I want to begin with a memory that is not mine but has been told to me many times. A man is building a wall. A traveller asks how long he has been at it. 'Since my father started,' the man says. The traveller asks when it will be finished. 'When my grandson finishes it.' Whether or not it ever happened, the memory teaches what Ujenzi is — better than any definition does. Ujenzi in a Founder's First Year? The story is the answer.
What Ujenzi Actually Means
Translators usually settle on something like: Ujenzi is the Swahili word for 'building' or 'construction,' and like many such words it carries more than its literal meaning. To do ujenzi is to be engaged in the long, communal, often unglamorous work of putting one stone on another until something stands. It is the antidote to the modern startup mythology of the heroic founder. It names the way real things — schools, neighbourhoods, marriages, careers, character — actually get built: slowly, with many hands, over time. It is a defensible translation. But translation is the surface. Ujenzi carries underneath it a set of assumptions — about what a person is, what owes what to whom, and what success even means — that the English sentence cannot deliver.
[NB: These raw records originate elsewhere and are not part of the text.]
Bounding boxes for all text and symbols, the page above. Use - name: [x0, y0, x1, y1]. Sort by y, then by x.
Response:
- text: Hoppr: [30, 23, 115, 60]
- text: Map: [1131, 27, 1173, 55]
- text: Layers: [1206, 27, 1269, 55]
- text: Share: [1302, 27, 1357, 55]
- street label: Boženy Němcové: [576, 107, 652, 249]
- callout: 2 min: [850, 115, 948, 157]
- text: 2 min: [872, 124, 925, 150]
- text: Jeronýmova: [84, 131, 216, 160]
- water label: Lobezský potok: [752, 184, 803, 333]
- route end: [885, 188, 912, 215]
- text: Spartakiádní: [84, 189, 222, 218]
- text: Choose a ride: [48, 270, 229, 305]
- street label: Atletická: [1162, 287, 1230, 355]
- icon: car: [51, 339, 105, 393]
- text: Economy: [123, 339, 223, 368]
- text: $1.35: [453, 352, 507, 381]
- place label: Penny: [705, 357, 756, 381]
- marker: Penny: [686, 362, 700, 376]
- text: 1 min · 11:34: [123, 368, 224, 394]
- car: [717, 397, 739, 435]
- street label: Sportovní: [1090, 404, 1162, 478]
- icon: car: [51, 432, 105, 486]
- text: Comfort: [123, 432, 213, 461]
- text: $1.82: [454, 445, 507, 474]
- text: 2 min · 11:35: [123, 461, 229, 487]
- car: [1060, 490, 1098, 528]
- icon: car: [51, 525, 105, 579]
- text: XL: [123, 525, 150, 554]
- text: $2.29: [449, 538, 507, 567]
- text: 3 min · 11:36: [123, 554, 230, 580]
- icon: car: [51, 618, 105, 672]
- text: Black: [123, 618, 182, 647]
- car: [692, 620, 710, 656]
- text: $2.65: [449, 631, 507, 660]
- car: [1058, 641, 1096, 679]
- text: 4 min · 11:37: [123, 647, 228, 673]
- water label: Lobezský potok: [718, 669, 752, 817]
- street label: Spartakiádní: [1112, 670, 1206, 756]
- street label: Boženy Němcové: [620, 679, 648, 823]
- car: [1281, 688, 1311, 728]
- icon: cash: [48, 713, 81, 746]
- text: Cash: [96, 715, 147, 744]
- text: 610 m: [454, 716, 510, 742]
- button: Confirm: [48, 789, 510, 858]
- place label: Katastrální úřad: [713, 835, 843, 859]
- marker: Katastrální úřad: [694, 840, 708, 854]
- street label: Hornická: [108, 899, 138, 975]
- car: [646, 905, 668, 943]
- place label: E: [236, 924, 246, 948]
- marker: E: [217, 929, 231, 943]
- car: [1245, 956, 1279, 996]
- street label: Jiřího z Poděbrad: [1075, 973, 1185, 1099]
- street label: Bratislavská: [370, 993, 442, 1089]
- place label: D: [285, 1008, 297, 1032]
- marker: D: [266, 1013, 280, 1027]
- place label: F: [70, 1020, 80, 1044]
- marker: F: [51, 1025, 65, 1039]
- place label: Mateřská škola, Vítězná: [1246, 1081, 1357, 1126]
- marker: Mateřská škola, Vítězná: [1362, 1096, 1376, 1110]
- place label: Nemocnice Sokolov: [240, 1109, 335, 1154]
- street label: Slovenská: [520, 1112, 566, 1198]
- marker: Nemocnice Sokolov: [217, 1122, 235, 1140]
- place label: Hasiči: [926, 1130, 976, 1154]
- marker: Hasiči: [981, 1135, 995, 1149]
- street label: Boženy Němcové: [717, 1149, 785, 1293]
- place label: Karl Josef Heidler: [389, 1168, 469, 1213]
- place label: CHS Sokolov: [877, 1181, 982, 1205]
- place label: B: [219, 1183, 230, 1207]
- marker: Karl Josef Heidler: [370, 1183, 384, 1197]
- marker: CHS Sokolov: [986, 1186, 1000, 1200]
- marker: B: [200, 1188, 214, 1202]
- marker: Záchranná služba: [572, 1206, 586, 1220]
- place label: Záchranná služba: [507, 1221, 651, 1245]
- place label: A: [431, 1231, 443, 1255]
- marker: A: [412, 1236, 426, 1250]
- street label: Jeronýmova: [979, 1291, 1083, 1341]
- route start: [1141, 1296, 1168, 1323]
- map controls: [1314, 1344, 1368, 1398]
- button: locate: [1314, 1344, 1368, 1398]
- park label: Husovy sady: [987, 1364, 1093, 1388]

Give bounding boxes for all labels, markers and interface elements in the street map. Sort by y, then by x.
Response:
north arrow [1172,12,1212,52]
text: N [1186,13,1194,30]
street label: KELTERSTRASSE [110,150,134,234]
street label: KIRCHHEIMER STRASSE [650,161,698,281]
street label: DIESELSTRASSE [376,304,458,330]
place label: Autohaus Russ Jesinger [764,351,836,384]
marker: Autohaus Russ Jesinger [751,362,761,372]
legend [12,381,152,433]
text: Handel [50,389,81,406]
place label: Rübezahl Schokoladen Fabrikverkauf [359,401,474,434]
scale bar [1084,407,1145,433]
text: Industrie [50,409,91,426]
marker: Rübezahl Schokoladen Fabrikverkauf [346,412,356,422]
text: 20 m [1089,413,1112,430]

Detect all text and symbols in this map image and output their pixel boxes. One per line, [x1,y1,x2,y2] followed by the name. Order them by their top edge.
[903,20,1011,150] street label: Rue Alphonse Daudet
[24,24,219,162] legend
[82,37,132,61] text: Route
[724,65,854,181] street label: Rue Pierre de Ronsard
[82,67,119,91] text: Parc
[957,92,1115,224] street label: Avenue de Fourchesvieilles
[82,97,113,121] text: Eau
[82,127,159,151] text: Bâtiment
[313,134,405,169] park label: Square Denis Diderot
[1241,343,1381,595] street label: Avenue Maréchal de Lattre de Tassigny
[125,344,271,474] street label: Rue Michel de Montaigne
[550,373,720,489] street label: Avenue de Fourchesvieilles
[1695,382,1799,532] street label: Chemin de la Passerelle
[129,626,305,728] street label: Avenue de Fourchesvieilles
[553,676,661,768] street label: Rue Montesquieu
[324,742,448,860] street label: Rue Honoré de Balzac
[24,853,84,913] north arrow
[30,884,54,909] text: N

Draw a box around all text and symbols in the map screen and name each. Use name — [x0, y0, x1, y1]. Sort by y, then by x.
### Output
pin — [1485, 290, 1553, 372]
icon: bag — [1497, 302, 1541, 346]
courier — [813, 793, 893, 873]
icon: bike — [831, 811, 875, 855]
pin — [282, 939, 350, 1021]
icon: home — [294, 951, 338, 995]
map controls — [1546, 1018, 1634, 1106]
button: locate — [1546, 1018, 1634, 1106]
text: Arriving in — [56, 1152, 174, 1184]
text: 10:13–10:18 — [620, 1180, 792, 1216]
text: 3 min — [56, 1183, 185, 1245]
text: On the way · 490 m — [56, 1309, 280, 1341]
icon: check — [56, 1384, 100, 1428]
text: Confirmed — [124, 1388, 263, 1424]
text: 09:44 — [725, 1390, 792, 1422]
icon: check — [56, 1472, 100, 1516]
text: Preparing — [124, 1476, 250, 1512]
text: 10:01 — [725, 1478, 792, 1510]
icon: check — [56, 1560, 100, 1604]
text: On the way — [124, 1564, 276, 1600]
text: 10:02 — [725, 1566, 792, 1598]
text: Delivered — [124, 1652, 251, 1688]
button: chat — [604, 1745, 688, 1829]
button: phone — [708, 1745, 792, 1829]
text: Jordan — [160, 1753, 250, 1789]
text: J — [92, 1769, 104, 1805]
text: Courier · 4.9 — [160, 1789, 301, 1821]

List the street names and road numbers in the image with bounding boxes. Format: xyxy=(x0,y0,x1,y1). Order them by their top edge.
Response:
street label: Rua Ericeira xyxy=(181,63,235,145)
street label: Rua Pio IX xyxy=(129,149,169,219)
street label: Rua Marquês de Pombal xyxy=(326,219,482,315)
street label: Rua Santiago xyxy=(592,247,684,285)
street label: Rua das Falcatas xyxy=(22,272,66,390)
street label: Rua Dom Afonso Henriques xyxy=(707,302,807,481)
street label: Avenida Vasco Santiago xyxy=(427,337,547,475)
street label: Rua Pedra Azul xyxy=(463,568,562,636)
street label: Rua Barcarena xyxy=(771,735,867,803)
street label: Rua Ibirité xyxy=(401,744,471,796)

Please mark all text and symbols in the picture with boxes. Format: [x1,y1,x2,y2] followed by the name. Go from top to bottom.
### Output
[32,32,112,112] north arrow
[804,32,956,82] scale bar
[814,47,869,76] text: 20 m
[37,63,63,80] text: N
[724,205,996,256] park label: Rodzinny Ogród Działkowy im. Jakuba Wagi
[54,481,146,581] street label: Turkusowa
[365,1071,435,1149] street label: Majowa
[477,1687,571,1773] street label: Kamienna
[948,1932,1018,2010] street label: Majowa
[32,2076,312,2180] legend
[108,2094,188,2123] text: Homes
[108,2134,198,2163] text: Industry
The patient man eats ripe fruit.Yoruba
The Question This Post Is About
A composite story of an early-stage founder learning Ujenzi the hard way. The question is worth taking seriously, because Ujenzi is one of those concepts that loses its shape when handled carelessly — and recovers it as soon as the reader is willing to slow down and listen.
Take a small, ordinary case. A team of nine. A project that was supposed to take a quarter is now in its second. The manager has the option to find a single person to assign blame to and to move on. The Ujenzi reading offers a different question: what did we, as a team, fail to make possible for the person carrying this work? Hiring favours people who want to be in this work for a decade. The case is not unusual. The reading of it, in the spirit of Ujenzi, is.
A Second Angle
Notice what the case is not asking. It is not asking who is to blame. It is not asking how to make the situation more efficient. It is asking what Ujenzi would have us do here, with these particular people, in this particular knot. Hiring favours people who want to be in this work for a decade. The discipline of asking the Ujenzi question — instead of the efficiency question, or the blame question — is what changes a working life over years.
Where the Concept Resists
There is also the question of authority. Who gets to speak for Ujenzi? The traditions in which it lives are old, plural, sometimes in disagreement with each other. Anyone — including the writer of this essay — who claims a definitive reading is overreaching. The careful reader treats every restatement of Ujenzi, including this one, as one voice among many.
What to Do With This
There is no certificate at the end of Ujenzi. There is only the slow accumulation of choices made differently — meetings shaped differently, relationships tended differently, decisions weighed differently. The reward is not visible. The cost is real. Over time the difference becomes a kind of life.